CBO uses JCT (joint committee on taxation) numbers for the amount of expected tax revenue from a proposed tax law change. Unfortunately, JCT models for tax law changes, while they assume some tax reducing behavioral responses, assume that taxes do not affect the overall growth of the US economy. JCT assumes away any economic growth affects from tax changes. In other words, Congress takes a blind eye that its tax law changes may affect the economy.

If the economy grows, there will be more tax revenue even if there is no change to tax rates, i.e. rates are not increased or lowered.

If tax rates are increased, individual and government behavior will change that will affect the economy. The economy could grow, grow less than if there were no tax changes, or decline. Tax revenue may increase, remain static or decline depending on the amount of economic and behavioral affects and the amount of change in tax rates.

The issue of tax law changes is more important now than it has been in a long time.

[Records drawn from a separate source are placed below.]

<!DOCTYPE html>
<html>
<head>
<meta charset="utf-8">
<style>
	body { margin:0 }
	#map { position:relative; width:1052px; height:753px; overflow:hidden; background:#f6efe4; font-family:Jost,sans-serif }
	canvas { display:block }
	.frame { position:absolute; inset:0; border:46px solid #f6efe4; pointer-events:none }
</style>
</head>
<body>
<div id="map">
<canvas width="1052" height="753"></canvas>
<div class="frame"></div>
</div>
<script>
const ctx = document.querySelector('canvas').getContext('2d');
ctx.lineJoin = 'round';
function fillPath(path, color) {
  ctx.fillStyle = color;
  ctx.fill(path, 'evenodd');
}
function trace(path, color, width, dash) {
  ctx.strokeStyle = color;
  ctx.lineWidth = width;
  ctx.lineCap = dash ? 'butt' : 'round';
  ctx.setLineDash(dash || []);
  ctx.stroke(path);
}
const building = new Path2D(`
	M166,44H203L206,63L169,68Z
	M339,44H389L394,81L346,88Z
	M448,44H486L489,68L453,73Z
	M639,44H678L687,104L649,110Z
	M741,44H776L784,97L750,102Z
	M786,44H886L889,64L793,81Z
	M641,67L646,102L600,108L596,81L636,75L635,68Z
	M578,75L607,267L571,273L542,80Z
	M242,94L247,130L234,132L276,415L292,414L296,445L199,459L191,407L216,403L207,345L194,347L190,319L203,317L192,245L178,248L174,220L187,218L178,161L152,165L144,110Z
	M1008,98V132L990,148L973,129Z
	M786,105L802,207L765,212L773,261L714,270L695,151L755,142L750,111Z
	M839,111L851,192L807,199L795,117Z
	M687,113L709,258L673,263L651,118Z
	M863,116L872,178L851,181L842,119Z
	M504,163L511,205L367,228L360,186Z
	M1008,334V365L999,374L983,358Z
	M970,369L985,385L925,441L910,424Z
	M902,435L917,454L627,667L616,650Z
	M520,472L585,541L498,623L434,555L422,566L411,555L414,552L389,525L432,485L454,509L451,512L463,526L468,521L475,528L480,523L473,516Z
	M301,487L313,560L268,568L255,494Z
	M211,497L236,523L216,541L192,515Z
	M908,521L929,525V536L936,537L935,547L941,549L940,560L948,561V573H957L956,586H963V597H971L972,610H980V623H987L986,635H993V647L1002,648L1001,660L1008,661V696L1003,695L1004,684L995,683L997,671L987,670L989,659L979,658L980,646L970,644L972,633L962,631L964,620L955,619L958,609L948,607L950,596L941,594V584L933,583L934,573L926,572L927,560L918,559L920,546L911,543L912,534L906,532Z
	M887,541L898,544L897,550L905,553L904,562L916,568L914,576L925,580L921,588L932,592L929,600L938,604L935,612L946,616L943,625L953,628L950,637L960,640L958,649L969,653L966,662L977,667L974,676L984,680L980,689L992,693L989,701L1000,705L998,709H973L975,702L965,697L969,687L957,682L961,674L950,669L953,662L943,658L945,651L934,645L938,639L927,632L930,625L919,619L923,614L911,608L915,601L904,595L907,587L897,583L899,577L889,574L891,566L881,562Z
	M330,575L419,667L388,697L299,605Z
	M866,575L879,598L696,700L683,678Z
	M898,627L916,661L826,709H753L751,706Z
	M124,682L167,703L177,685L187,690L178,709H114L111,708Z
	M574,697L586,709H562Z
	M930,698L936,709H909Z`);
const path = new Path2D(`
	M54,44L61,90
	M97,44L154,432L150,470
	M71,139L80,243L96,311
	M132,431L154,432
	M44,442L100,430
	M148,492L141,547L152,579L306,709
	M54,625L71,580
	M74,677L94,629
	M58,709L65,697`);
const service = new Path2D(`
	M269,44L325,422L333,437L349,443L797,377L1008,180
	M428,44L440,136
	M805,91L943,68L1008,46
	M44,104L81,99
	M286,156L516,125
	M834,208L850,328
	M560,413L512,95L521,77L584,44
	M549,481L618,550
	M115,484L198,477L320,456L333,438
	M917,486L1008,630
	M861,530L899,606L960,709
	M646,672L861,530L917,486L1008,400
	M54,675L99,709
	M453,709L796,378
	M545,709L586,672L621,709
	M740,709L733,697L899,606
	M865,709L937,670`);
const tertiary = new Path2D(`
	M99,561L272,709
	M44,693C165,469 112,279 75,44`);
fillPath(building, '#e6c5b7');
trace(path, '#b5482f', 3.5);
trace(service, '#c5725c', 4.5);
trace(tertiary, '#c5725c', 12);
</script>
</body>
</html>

US economic output is well below its long-term trend. The gap between the potential US economy and the current economy is enormous, as measured by total GDP, GDP per capita, workforce participation rates, and employment levels.

While the US current and projected deficit is a concern, so is the US economic output gap. Policies that can foster faster economic growth, increase employment and workforce participation must be part of any policies that bring the projected US deficit to manageable levels.

Additionally, there is the unstated the assumption that if tax reduction, or tax policy inaction, occurs, general welfare will decline due to program cuts. While program cuts and benefit decreases may occur, it is a gigantic, illogical leap to assume that overall, or in any specific US population subgroup, general welfare will decline. Government legislated program mandates are often paternalistic with restrictions on eligibility and benefit use. They substitute government choices for individual participants' free choice. Program eligibility requirements have implicit high marginal tax rates, at the point where the benefit is lost. Along with benefit use restriction requirements, there is no certainty that a program participant's welfare is better with a government program that without.